2011 Weingut Basten, Kestener Paulinshofberg, Riesling Kabinett, Mosel – $15
Imported by Kysela Pere et Fils.  This wine is 100% Riesling.  There is a lighter nose followed by riper, sweeter fruit in the mouth.  The flavors start with energy on the tongue than soften and broaden in the mouth.  There is a little gritty flavor and integrated acidity.

2009 Rubus, Old Vine Zinfandel, Lodi – $13
This wine is a blend of 98% Zinfandel and 2% Petit Sirah which was aged for nine months in French and American oak.  The color was garnet.  The flavors are of black cherry with a racy vein, balanced with some focus, plenty of acidity, and wraps up with a spicy note.  Drink over the next several years.

2005 Bodegas Valsacro, Cosecha, Rioja – $15
Imported by Kysela Pere et Fils.  This wine is a blend of 50% Tempranillo, 40% Garnacha, and 10% Mazuelo aged in French and American oak.  The color is a medium-dark black cherry with garnet.  There were riper, dark cherry flavors with black fruit and minerals in the finish.  This still seems youthful.

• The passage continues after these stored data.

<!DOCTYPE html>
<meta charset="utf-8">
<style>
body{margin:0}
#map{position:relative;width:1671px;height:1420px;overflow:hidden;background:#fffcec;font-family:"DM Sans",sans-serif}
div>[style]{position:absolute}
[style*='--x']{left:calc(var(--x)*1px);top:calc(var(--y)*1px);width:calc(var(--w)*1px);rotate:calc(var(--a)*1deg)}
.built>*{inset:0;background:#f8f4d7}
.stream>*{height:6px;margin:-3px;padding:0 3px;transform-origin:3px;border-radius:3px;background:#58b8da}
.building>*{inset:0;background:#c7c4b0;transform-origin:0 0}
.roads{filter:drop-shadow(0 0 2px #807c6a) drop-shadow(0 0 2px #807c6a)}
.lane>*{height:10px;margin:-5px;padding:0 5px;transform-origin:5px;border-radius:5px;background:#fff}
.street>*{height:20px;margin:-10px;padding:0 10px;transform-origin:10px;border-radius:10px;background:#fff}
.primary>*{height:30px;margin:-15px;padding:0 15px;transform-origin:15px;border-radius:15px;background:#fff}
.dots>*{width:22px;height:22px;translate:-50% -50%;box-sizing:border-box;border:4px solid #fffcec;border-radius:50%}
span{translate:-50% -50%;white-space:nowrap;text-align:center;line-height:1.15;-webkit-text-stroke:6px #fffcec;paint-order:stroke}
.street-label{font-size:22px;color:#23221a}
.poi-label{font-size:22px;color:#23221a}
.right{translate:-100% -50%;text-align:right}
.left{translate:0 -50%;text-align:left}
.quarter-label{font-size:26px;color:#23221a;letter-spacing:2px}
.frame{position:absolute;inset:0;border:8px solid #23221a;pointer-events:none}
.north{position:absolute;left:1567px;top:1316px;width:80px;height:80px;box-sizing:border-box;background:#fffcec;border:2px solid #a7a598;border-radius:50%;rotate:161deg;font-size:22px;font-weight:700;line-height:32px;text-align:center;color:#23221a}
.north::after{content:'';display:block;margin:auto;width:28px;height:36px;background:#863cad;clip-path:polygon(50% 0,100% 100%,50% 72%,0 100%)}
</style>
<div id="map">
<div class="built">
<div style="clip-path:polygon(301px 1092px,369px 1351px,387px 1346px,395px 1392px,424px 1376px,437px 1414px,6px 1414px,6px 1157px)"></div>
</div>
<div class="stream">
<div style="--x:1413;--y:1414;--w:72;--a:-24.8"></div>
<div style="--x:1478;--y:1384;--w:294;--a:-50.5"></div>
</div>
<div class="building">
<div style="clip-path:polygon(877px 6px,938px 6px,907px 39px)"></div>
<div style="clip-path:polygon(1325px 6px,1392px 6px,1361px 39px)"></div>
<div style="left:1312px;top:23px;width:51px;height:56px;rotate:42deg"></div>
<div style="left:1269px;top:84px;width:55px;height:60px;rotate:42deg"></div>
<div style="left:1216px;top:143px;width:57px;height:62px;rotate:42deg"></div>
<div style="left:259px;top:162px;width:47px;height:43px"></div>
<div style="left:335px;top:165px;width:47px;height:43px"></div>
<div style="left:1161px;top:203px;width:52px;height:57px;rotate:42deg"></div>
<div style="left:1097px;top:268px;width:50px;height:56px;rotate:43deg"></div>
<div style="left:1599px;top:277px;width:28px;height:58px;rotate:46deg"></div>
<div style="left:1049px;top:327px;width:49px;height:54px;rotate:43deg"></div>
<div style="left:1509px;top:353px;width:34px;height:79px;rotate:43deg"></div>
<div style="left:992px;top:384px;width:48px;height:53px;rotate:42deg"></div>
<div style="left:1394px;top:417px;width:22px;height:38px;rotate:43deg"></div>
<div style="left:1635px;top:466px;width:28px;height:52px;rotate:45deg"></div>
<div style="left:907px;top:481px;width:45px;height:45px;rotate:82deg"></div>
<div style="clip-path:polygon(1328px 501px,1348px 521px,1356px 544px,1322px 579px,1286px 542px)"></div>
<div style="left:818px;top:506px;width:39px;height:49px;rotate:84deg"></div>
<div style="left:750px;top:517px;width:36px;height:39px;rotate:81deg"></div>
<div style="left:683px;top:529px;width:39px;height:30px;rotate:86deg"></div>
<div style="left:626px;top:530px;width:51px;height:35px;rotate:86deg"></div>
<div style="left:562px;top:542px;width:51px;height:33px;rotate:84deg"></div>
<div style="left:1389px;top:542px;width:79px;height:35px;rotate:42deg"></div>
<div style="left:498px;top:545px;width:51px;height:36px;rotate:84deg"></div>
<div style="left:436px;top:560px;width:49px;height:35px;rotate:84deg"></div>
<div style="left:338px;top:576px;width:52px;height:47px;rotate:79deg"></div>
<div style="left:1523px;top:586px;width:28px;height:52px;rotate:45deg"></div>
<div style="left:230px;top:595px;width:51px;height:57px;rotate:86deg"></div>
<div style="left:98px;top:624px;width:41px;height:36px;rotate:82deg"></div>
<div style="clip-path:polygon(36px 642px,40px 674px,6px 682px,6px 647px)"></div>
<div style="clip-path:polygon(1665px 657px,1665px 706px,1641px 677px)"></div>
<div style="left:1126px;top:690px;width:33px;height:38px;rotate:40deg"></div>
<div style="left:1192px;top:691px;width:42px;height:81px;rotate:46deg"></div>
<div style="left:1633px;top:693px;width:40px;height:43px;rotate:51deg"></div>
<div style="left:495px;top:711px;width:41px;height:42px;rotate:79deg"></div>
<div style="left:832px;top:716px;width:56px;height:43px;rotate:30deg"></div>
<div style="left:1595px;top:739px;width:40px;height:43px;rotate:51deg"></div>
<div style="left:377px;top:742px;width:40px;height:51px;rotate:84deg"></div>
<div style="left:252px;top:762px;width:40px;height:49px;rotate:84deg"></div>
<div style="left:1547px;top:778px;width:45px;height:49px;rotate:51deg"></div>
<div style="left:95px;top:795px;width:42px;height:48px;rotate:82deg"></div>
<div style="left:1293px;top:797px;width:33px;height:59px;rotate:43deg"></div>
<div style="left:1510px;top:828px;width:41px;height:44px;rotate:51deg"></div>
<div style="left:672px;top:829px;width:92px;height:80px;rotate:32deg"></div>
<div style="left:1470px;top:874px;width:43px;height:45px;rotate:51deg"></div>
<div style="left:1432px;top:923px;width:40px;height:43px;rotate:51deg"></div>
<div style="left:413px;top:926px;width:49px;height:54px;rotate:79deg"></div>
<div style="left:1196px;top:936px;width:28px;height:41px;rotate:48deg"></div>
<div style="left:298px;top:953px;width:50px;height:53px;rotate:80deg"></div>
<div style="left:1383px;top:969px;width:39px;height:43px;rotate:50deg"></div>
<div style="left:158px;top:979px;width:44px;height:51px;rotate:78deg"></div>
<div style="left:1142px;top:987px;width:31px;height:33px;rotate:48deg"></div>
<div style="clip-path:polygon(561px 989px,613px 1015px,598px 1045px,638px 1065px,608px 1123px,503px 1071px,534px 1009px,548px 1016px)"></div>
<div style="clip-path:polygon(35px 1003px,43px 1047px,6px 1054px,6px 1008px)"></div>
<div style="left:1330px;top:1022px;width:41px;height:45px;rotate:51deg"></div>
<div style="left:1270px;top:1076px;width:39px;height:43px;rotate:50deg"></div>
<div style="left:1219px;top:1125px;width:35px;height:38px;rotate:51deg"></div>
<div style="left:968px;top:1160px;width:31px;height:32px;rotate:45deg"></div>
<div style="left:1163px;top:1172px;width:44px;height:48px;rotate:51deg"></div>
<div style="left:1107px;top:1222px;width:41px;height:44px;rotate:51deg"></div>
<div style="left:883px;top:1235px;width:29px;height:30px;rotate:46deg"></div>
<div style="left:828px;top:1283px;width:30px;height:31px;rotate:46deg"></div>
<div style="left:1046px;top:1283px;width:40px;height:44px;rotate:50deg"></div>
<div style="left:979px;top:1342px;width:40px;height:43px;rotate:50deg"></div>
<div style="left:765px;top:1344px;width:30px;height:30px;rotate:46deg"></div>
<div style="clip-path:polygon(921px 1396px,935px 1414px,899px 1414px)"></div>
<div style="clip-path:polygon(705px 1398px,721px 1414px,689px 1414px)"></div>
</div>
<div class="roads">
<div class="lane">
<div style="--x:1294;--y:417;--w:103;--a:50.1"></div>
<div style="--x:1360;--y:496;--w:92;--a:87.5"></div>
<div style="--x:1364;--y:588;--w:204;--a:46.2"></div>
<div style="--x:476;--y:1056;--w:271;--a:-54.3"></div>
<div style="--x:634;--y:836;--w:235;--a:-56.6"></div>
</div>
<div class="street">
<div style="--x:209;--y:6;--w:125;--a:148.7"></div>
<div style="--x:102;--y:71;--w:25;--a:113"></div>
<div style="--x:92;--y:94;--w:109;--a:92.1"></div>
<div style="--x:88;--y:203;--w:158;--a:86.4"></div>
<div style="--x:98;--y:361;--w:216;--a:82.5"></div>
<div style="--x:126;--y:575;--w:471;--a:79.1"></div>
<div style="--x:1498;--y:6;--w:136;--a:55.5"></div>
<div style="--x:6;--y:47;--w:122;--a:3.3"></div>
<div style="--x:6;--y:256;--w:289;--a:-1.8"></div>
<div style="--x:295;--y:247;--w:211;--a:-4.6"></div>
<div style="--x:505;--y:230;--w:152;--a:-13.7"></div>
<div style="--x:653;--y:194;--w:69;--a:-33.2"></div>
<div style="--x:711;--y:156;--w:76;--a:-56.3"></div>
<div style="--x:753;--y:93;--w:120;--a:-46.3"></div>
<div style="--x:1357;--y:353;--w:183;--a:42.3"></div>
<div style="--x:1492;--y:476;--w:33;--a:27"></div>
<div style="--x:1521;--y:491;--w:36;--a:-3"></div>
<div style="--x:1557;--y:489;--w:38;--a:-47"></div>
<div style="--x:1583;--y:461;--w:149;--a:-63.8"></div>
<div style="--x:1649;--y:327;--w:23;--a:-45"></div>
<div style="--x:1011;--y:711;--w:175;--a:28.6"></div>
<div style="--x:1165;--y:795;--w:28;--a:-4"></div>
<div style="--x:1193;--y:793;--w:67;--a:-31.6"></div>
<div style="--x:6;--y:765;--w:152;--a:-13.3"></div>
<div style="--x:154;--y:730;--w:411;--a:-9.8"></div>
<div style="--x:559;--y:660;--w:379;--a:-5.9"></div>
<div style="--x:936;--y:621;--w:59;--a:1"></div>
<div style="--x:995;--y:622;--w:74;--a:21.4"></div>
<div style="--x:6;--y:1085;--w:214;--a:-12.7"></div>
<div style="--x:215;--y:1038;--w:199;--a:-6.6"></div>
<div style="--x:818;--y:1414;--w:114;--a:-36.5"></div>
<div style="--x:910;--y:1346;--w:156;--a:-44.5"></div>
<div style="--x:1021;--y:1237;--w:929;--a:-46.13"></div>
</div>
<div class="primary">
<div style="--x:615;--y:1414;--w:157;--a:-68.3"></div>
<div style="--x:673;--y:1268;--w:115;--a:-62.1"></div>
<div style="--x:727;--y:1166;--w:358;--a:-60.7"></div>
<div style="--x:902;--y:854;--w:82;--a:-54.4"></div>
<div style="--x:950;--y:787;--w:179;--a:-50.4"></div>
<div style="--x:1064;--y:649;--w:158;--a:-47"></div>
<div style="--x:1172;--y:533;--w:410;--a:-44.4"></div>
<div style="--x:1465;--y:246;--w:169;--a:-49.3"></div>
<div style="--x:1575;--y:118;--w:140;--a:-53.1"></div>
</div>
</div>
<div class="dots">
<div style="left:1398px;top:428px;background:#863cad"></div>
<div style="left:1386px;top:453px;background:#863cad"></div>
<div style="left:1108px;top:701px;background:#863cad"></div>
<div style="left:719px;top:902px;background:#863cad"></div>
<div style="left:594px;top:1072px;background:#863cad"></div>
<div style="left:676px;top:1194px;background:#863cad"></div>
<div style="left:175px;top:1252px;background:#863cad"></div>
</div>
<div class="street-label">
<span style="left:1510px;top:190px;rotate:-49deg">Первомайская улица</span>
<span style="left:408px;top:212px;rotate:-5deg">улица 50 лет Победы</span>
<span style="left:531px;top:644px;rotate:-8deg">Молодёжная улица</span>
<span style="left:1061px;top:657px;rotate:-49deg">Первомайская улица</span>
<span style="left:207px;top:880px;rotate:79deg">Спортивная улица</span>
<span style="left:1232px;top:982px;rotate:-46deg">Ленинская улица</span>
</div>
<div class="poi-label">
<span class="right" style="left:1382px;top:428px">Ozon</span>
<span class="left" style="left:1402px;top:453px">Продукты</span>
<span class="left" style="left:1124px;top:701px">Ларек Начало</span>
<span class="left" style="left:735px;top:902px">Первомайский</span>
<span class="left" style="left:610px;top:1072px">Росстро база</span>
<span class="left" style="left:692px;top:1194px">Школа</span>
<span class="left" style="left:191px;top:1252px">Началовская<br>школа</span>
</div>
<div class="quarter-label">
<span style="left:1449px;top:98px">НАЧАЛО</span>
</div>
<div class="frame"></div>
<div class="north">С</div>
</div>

2009 Cave de Tain, Les Haut du Fief, Crozes-Hermitage – $20
Imported by Kysela Pere et Fils.  This wine is 100% Syrah.  The nose is darker with a big of roast earth.  In the mouth there are black fruits and roast with a dense personality.  There are powdery, drying tannins which leave a raspy tongue along with a minerally, racy bit.

2010 Domaine du Colombier, Cuvee Gaby, Crozes Hermitage – $30
Imported by Kysela Pere et Fils.  This wine is 100% Syrah sourced from older plots.  The aromatic nose is inviting with fresh and floral aromas.  In the mouth there was red fruit, a racy aspect, plenty of structure which shows tannins in the mouthfeel.  The flavors were a little spicy.  While beautiful to smell this really needs several years in the cellar.

2010 Domaine Grand Veneur, Clos de Sixte, Lirac – $22
Imported by Kysela Pere et Fils.  This wine is a blend of 50% Grenache, 35% Syrah, and 15% Mourvedre.  There was richer, ripe red fruit that was focused and framed by plenty of structure.  The flavors are a bit tart, a little spicy, and show some minerals and graphite in the finish.  I would cellar this for several years before drinking.